**RECORDS FOR THIS TASK**
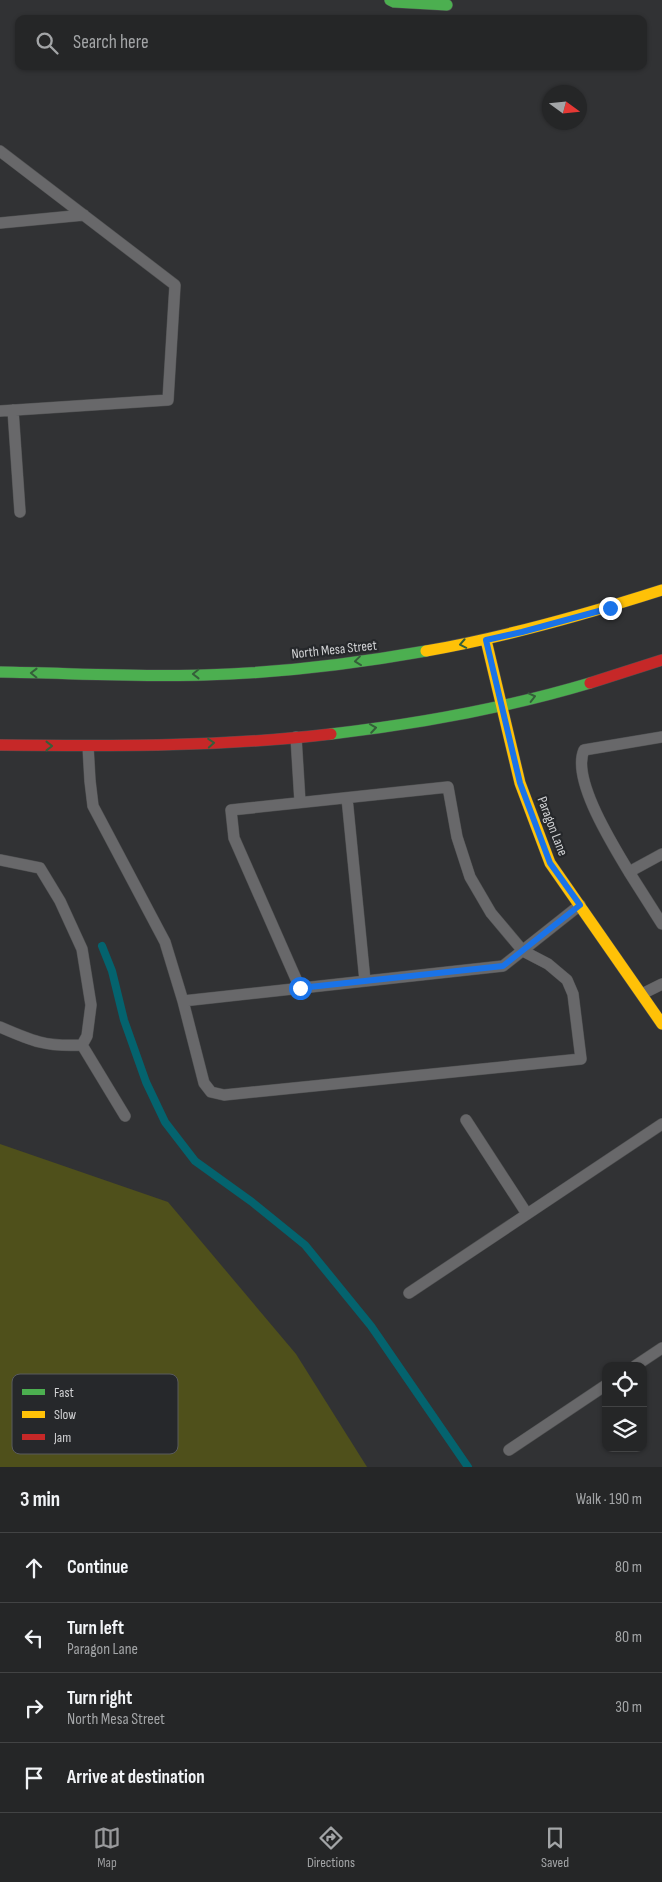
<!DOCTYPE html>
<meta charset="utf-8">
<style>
:root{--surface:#252627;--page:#313233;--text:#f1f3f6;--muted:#a3a5a7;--line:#424344;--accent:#999a9c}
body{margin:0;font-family:"Sofia Sans Condensed",sans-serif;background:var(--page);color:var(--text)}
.controls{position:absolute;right:15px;bottom:15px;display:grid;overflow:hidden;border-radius:10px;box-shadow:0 1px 4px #0004}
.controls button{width:45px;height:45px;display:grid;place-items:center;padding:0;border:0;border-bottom:1px solid var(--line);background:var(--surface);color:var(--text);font:25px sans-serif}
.compass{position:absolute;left:542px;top:85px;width:45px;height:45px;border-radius:50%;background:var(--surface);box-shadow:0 1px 4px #0004;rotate:105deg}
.stop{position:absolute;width:15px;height:15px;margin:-11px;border:4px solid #1a73e8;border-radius:50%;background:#fff}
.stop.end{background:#1a73e8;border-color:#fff;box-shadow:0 1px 5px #0008}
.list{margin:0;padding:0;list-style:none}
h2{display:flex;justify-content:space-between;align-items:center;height:65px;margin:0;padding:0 20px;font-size:21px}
h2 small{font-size:16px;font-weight:400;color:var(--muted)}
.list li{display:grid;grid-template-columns:32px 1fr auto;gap:15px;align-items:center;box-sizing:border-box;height:70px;padding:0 20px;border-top:1px solid var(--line)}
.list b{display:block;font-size:19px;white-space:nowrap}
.list p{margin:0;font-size:16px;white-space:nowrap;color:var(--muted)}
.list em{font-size:16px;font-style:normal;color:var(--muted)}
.icon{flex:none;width:28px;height:28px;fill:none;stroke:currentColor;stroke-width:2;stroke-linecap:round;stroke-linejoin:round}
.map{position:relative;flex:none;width:662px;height:1467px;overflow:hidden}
.search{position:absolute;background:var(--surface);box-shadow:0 1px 4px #0004;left:15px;right:15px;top:15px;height:55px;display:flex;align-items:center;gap:12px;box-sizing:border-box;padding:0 18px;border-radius:10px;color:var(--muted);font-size:19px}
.sheet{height:345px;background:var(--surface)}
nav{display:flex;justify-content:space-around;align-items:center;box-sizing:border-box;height:70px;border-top:1px solid var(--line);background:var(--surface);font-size:14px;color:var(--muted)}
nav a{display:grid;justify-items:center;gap:2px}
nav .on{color:var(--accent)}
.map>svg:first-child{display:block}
.green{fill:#4f501b}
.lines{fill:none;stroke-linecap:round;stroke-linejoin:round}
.stream{stroke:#04636e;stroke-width:8}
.lane-casing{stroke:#4e4f50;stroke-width:12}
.fast-casing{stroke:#4e4f50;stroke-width:12}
.slow-casing{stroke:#4e4f50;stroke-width:12}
.jam-casing{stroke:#4e4f50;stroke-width:12}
.lane{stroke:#68686a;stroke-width:11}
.fast{stroke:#4caf50;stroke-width:11}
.slow{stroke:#ffc107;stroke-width:11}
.jam{stroke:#c62828;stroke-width:11}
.oneway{stroke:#355e3a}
.route{stroke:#1a73e8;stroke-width:6}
.labels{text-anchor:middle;stroke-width:4.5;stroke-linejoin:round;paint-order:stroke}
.street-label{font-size:14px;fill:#d1d2d4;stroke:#26282b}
.key{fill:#26282b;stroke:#595b5e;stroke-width:1}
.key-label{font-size:14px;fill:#d1d2d4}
</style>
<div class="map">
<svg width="662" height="1467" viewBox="0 0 662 1467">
<rect width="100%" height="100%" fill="#313234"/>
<path class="green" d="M 0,1144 L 168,1202 L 296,1354 L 367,1467 L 0,1467 Z"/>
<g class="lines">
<path class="stream" d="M 102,946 L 112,971 L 124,1020 L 146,1082 L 165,1122 L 195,1161 L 252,1202 L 305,1245 L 371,1326 L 468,1467"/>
<defs>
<path id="lane" d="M 0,151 L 175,285 L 168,400 L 0,411
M 0,223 L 84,215
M 13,410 L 20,512
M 296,737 L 300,802
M 662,737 L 584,750 C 571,779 613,845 629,872 L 662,854
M 88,746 L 90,781 L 93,806 L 165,942 L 183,1001 L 204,1083 L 211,1092 L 224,1095 L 581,1059 L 573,994 L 567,980 L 548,964 L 523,951 L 491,913 L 470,877 L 457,837 L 448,787 L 231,810 L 234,838 L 300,988
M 347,798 L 365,981
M 0,860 L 40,868 L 60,901 L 82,949 L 91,1005 L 87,1036 L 82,1045 C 46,1047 32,1041 0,1027
M 629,872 L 662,924
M 642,994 L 662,984
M 183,1001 L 503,966 L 580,905
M 82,1045 L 125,1116
M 466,1120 L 527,1214
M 409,1293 L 662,1124
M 635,1366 L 662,1348
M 509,1450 L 606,1385"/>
<path id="fast" d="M 390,0 L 394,2 L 447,5
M 0,672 C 68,673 136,677 204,675 C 279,673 353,664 426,651
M 331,734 C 418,724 506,708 590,683"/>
<path id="slow" d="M 486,640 L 520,783 L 550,863 L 662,1024
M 426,651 C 506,637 584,615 662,590"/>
<path id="jam" d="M 590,683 L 662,660
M 0,745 C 110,746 221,747 331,734"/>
</defs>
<use href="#lane" class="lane-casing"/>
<use href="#fast" class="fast-casing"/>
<use href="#slow" class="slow-casing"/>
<use href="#jam" class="jam-casing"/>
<use href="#lane" class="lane"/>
<use href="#fast" class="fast"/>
<use href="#slow" class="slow"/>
<use href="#jam" class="jam"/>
</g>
<defs><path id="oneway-chevron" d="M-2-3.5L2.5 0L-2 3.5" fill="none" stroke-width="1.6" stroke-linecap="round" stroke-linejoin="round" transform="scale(1.25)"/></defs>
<g class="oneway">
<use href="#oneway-chevron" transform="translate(463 644) rotate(169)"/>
<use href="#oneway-chevron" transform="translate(358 661) rotate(173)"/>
<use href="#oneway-chevron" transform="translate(34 673) rotate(-179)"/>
<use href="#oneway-chevron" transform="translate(196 674) rotate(179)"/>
<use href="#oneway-chevron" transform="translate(532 697) rotate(-14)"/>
<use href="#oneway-chevron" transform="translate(373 728) rotate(-9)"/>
<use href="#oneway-chevron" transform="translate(211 743) rotate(-4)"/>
<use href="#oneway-chevron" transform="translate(49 746)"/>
</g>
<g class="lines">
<path class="route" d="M 300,988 L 503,966 L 580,905 L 550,863 L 520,783 L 486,640 L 522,632 L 610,608"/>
</g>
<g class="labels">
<g class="street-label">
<text transform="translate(334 649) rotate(-6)" y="5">North Mesa Street</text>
<text transform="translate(553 826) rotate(69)" y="5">Paragon Lane</text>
</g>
</g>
<rect x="12" y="1374" width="166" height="80" rx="8" class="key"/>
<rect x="22" y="1389" width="23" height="6" fill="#4caf50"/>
<rect x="22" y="1411" width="23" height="7" fill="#ffc107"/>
<rect x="22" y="1434" width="23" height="6" fill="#c62828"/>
<g class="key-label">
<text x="54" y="1397">Fast</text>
<text x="54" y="1419">Slow</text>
<text x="54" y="1442">Jam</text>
</g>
</svg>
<div class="controls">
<button><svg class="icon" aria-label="locate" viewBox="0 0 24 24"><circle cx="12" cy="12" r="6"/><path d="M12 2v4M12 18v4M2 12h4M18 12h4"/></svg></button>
<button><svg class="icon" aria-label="layers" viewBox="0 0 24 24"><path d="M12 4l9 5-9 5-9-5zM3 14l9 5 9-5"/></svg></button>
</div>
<svg class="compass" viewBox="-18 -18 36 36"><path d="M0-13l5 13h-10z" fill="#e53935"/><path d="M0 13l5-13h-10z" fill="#a3a5a7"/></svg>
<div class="stop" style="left:300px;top:988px"></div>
<div class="stop end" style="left:610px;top:608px"></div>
<div class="search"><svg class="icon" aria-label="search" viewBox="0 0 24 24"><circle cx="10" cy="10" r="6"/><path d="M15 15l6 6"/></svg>Search here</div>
</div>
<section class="sheet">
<h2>3 min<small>Walk · 190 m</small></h2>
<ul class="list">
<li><svg class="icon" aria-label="ahead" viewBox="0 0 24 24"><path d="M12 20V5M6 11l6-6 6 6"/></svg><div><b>Continue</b></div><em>80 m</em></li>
<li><svg class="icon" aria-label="left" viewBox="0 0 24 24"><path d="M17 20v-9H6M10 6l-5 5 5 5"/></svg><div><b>Turn left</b><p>Paragon Lane</p></div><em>80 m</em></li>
<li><svg class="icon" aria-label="right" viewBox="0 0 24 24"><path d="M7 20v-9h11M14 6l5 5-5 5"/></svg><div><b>Turn right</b><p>North Mesa Street</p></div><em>30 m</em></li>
<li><svg class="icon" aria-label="arrive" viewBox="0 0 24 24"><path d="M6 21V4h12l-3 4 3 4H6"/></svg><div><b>Arrive at destination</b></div></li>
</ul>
</section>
<nav>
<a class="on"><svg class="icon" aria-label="map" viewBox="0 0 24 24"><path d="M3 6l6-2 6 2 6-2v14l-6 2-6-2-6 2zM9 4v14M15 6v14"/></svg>Map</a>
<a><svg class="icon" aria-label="directions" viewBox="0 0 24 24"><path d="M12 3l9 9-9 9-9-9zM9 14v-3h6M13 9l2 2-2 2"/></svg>Directions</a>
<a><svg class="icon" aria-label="saved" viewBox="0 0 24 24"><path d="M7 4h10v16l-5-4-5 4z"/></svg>Saved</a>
</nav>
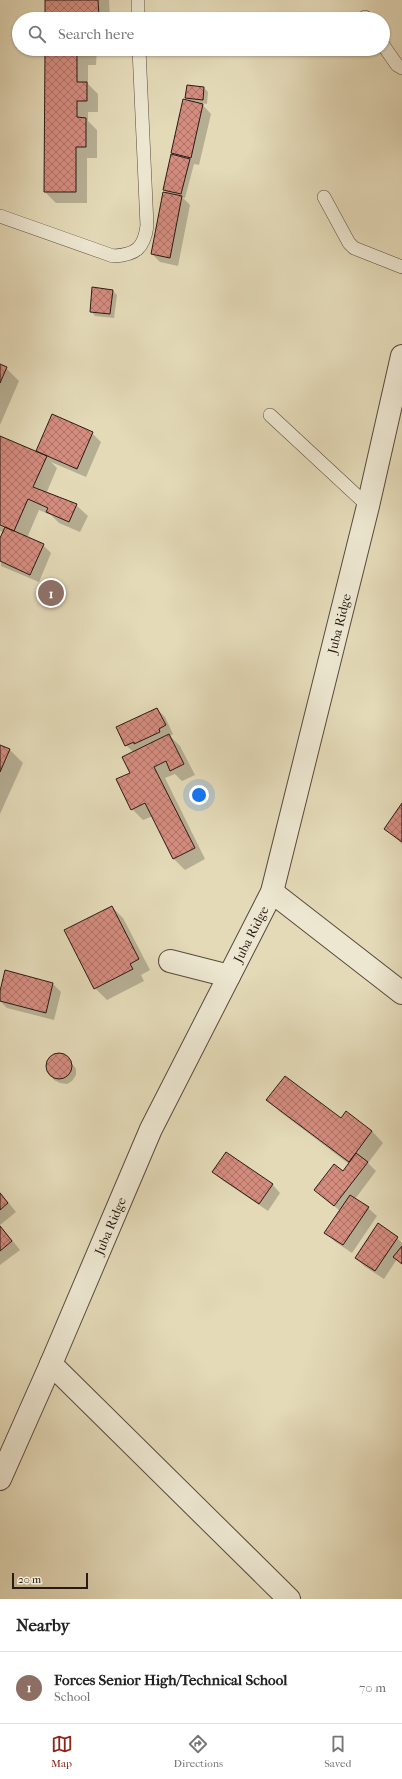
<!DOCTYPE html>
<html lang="en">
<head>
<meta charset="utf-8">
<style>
  body { margin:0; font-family:"IM FELL French Canon",serif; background:#f6f6f6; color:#222 }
  .scale { position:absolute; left:12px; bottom:10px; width:76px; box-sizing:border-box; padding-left:4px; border:2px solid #2a1a14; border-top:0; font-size:11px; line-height:14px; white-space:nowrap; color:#2a1a14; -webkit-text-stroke:3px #ede7d1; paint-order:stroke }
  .you { position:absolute; left:199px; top:795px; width:14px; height:14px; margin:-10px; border:3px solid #fff; border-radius:50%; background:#1a73e8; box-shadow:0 0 0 6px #1a73e833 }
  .badge { display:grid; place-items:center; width:26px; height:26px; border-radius:50%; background:#8f2418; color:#fff; font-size:13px; font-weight:700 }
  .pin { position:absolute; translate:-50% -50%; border:2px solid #fff; box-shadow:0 1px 4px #0006 }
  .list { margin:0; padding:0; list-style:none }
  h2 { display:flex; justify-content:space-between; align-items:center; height:52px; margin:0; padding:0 16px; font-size:17px }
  h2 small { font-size:13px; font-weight:400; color:#767676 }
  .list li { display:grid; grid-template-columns:26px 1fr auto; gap:12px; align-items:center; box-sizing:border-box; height:72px; padding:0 16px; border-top:1px solid #e0e0e0 }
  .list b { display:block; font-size:15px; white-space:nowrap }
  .list p { margin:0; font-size:13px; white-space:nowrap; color:#767676 }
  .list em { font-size:13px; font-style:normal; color:#767676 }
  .icon { flex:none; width:22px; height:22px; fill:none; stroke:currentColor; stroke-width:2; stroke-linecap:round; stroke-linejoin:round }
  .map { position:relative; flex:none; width:402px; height:1599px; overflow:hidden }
  .search { position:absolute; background:#fff; box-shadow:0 1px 3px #0004; left:12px; right:12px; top:12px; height:44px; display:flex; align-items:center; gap:10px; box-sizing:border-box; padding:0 14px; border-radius:22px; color:#767676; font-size:15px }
  .sheet { height:124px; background:#fff }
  nav { display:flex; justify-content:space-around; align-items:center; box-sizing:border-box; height:56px; border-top:1px solid #e0e0e0; background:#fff; font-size:11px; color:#767676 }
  nav a { display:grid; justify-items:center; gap:2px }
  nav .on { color:#8f2418 }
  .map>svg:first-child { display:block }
</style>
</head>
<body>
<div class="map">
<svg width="402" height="1599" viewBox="0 0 402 1599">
  <defs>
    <pattern id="building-cross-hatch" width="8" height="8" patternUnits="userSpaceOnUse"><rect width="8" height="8" fill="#d48c7f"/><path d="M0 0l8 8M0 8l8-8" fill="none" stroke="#ac7267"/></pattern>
  </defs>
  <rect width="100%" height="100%" fill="#e4dab8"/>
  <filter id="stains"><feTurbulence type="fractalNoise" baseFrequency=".005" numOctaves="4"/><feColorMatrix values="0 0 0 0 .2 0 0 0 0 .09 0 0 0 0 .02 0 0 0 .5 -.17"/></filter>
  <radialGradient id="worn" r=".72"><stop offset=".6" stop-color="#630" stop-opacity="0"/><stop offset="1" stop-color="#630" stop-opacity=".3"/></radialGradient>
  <path fill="#0003" d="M46 0H109L110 19H49L46 16Z
    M46 49H97L96 65H88V84L98 94V112H88V121L97 130V158H87V203H56L45 192Z
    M204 88 208 92 207 104 201 103 211 114 199 165 194 164 185 198 182 197 190 205 178 266 160 262 152 254 168 194 164 190 176 157 172 153 191 102 186 98Z
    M113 291 117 295 114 318 95 316 91 311Z
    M0 365 6 368 19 381 0 425Z
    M92 433 101 442 86 477 51 462 57 468 46 494 76 505 88 516 80 532 59 523 51 515 39 510 27 538 43 545 51 553 39 582 1 566 0 540 4 532 0 531V526L6 529V526L0 524V437L40 454 37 451Z
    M157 709 165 717 173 734 170 736 180 746 195 775 182 781 175 774 165 778 205 859 185 870 173 858 153 816 143 820 132 809 131 773 133 752 126 745Z
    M0 746 10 750 23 763 0 814Z
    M402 805V844L385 828Z
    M112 907 123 918 150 970 141 975 144 981 107 1000 95 988 66 930Z
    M53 984 61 992 54 1020 7 1008 0 1001V995Z
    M56 1054H63L68 1058 76 1069V1075L72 1081 67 1084 60 1083 54 1080 47 1069V1063L50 1057Z
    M268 1100 341 1119 372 1131 383 1143 368 1163 376 1171 355 1199 368 1208 377 1216 352 1253 334 1241 326 1232 340 1211 315 1190 343 1172 349 1164 279 1111Z
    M213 1172 272 1184 280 1193 268 1211 222 1180Z
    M0 1192 16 1212 0 1225Z
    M0 1225 20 1250 0 1265Z
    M397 1238 402 1243V1264L397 1259 384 1279 364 1266 356 1258Z"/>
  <path fill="url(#building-cross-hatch)" stroke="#2a1a14" d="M45 0H98L99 16 45 17Z
    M45 49H86V54H77V82H87V101H77V117L86 118V147H76V192H44Z
    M187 85 204 87 203 100 185 98Z
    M183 99 203 104 191 158 171 153Z
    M171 154 190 159 181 194 163 190Z
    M163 192 182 196 170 258 151 254Z
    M92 287 113 290 110 314 90 312Z
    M0 364 7 367 0 383Z
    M52 414 93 432 77 469 36 451Z
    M0 436 47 456 33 487 77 504 69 522 46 512 48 508 28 499 14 531 0 525Z
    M5 527 44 544 30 575 0 561V538Z
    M157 708 166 725 159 729 160 732 134 744V742L125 746 116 727Z
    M169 734 184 764 170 771 166 761 154 767 195 848 173 859 145 803 131 810 116 779 130 773 122 757Z
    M0 745 10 749 0 772Z
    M402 803V842L384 829Z
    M112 906 139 959 130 964 133 969 94 989 64 930Z
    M5 970 53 983 46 1013 0 1001V991Z
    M46 1066a13 13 0 1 1 26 0a13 13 0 1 1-26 0Z
    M285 1076 341 1118 346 1111 372 1131 349 1162 266 1100Z
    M226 1152 273 1184 259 1204 212 1172Z
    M356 1153 368 1162 334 1206 314 1190 334 1164 343 1171Z
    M0 1193 8 1203 0 1210Z
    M350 1195 369 1207 343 1245 324 1233Z
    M378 1223 398 1237 375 1271 355 1258Z
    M0 1226 12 1241 0 1251Z
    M402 1246V1264L393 1257Z"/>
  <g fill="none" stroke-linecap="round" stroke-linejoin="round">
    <defs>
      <path id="service" d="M365 17 367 19
        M138 19V0
        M383 45 397 65 402 68
        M324 197 349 243 354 248 402 267
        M0 216 113 256C136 255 144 248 147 226L139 49
        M270 415 368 506"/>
      <g id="minor">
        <path d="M272 892 402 993"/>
        <path d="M170 961 229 976"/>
        <path d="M51 1364 289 1599"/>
        <path id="s1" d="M0 1479 51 1364 151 1129 272 892 368 506 402 356"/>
      </g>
    </defs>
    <use href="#service" stroke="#584a3d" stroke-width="14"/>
    <use href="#minor" stroke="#584a3d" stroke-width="24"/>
    <use href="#service" stroke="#ede7d1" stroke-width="13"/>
    <use href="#minor" stroke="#ede7d1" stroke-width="22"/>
  </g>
  <g text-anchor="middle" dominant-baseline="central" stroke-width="4" stroke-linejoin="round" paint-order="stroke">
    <g font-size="13" fill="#2a1a14" stroke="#ede7d1">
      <text stroke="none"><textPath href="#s1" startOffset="924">Juba Ridge</textPath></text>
      <text stroke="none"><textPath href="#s1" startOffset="600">Juba Ridge</textPath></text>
      <text stroke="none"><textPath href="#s1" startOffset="276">Juba Ridge</textPath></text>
    </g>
  </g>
  <rect width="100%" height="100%" filter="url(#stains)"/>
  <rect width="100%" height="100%" fill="url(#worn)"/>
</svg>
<div class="scale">20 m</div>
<div class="you"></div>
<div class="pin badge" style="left:51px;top:593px;background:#8d6e63">1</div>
<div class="search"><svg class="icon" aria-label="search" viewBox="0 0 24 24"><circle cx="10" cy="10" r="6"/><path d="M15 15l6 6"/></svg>Search here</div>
</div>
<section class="sheet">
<h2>Nearby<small></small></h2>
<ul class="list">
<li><span class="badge" style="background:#8d6e63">1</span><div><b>Forces Senior High/Technical School</b><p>School</p></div><em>70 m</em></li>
</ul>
</section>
<nav>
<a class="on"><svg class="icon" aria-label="map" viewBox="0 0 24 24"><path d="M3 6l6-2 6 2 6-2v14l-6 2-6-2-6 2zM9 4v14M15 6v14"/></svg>Map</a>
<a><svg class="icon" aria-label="directions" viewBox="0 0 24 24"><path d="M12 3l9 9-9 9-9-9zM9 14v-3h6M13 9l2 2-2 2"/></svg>Directions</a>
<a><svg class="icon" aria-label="saved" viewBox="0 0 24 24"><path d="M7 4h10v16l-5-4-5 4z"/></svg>Saved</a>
</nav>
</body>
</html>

**EXERCISE DESCRIPTION**
Your answer should consist of the lines from the line with "M378 1223 398 1237 375 1271 355 1258Z" to the line with "M324 197 349 243 354 248 402 267" above, repeated exactly, both ends included.

**SOLUTION TO THIS EXERCISE**
    M378 1223 398 1237 375 1271 355 1258Z
    M0 1226 12 1241 0 1251Z
    M402 1246V1264L393 1257Z"/>
  <g fill="none" stroke-linecap="round" stroke-linejoin="round">
    <defs>
      <path id="service" d="M365 17 367 19
        M138 19V0
        M383 45 397 65 402 68
        M324 197 349 243 354 248 402 267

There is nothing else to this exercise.